▶ Task to carry out: Copy out the entries below exactly as they stand, but only from the line containing "Convert the image" through the line containing "Task: Extract the".

========================

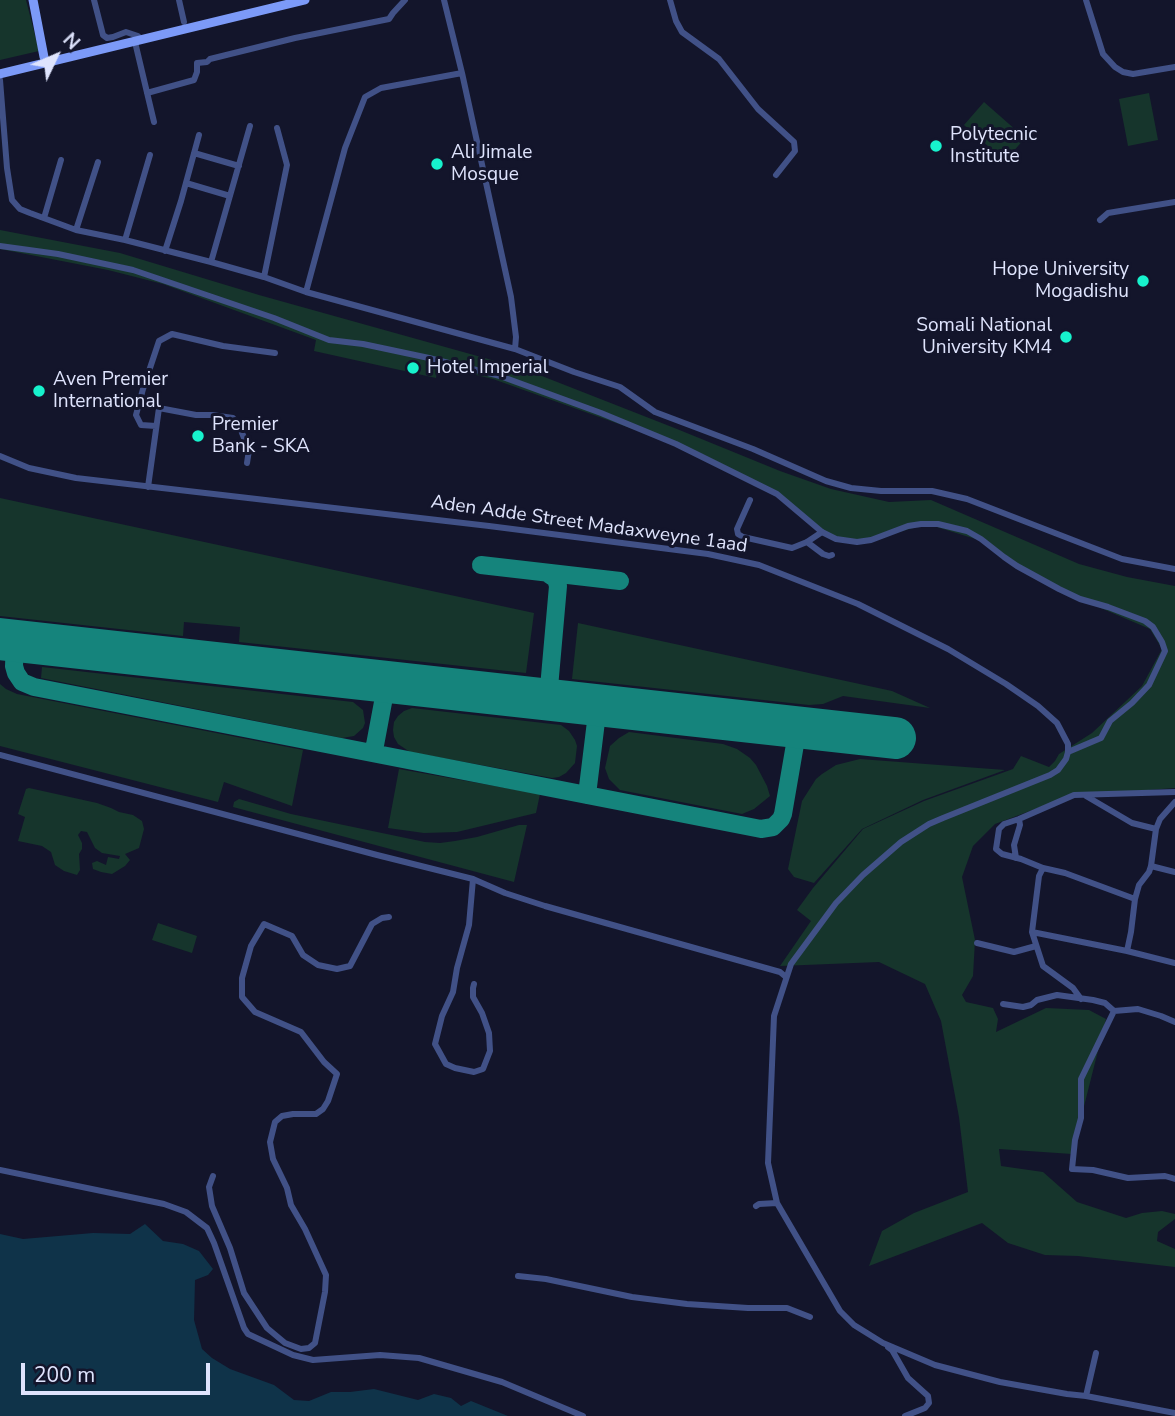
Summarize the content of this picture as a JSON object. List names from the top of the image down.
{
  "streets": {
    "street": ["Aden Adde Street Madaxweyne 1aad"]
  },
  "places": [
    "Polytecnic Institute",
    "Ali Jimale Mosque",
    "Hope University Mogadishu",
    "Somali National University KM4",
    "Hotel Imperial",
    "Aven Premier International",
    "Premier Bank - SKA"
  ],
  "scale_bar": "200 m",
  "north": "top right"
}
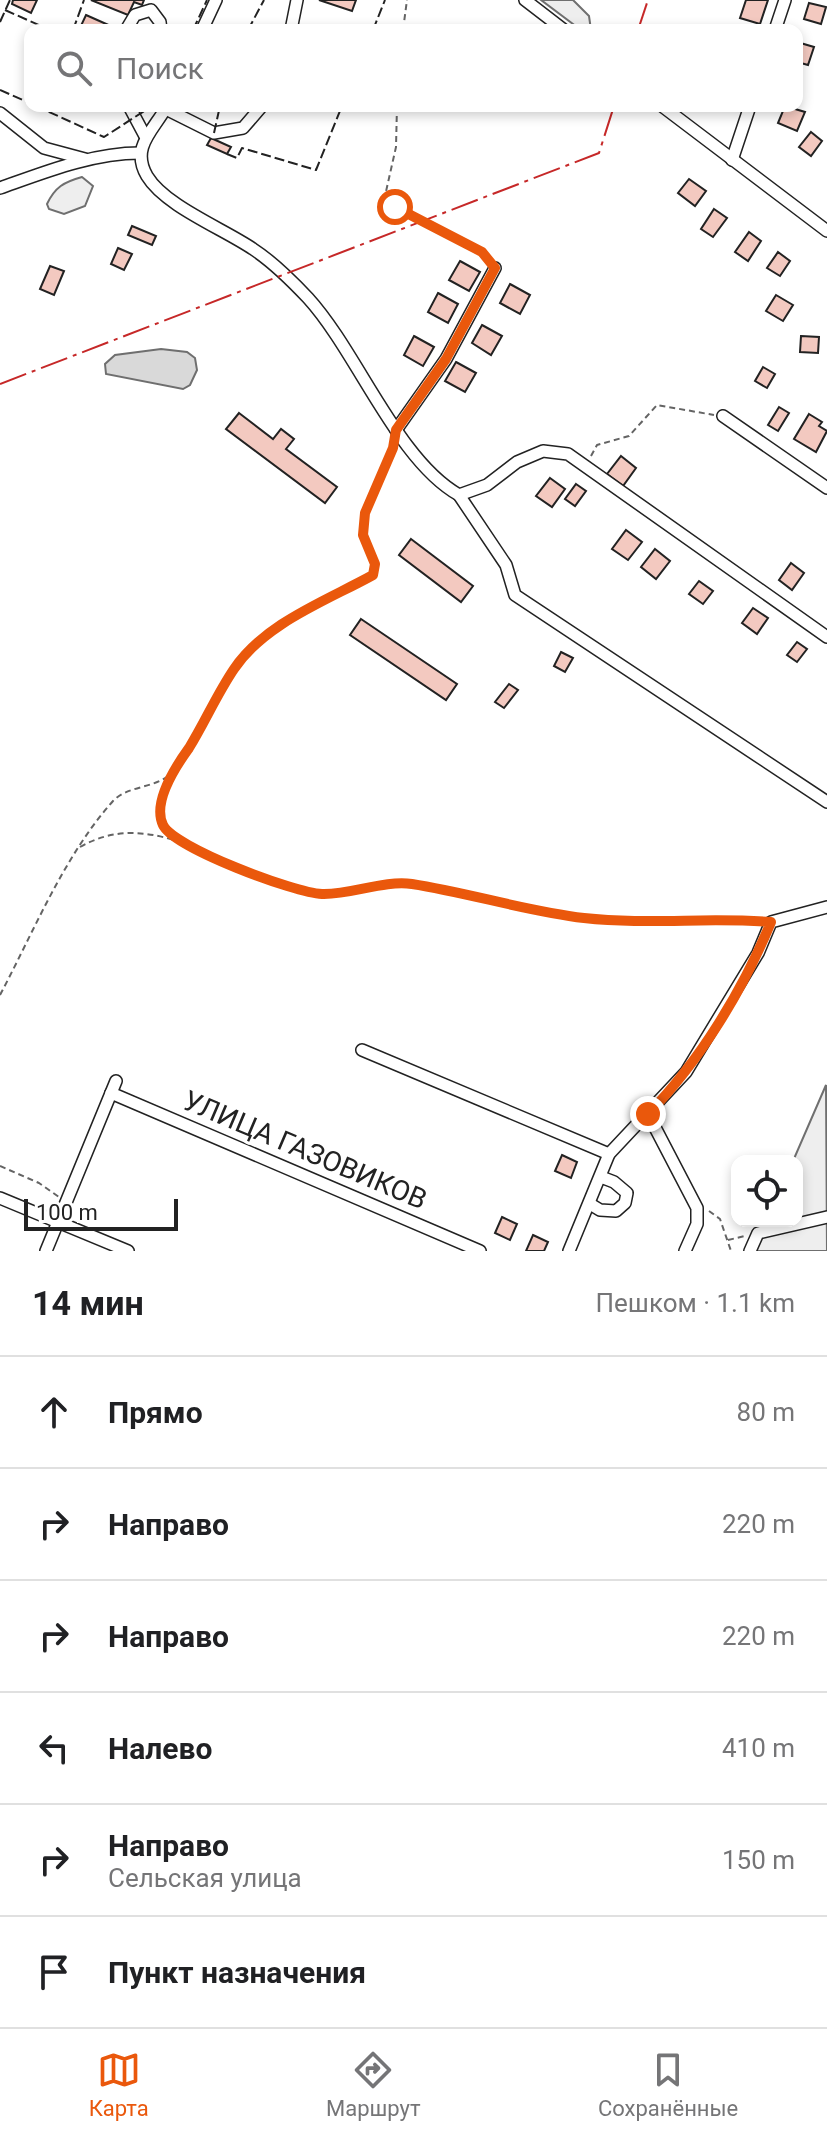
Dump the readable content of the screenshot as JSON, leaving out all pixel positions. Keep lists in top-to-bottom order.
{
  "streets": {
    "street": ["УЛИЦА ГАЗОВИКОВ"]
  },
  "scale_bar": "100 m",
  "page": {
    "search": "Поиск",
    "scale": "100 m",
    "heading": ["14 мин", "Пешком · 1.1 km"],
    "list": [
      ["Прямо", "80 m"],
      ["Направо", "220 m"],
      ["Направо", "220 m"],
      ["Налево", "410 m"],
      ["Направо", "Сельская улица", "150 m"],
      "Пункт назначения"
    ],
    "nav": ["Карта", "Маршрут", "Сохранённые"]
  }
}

========================

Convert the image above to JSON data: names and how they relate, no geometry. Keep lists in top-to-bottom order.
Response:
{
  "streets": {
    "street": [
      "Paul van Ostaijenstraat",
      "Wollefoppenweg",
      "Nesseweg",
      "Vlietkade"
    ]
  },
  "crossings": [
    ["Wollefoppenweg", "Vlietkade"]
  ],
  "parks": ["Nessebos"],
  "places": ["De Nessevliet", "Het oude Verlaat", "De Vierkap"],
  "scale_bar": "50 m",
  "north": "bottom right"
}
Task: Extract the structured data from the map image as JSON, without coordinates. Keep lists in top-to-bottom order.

========================

▶ Output for this exercise:
Convert the image above to JSON data: names and how they relate, no geometry. Keep lists in top-to-bottom order.
Response:
{
  "streets": {
    "street": [
      "Paul van Ostaijenstraat",
      "Wollefoppenweg",
      "Nesseweg",
      "Vlietkade"
    ]
  },
  "crossings": [
    ["Wollefoppenweg", "Vlietkade"]
  ],
  "parks": ["Nessebos"],
  "places": ["De Nessevliet", "Het oude Verlaat", "De Vierkap"],
  "scale_bar": "50 m",
  "north": "bottom right"
}
Task: Extract the structured data from the map image as JSON, without coordinates. Keep lists in top-to-bottom order.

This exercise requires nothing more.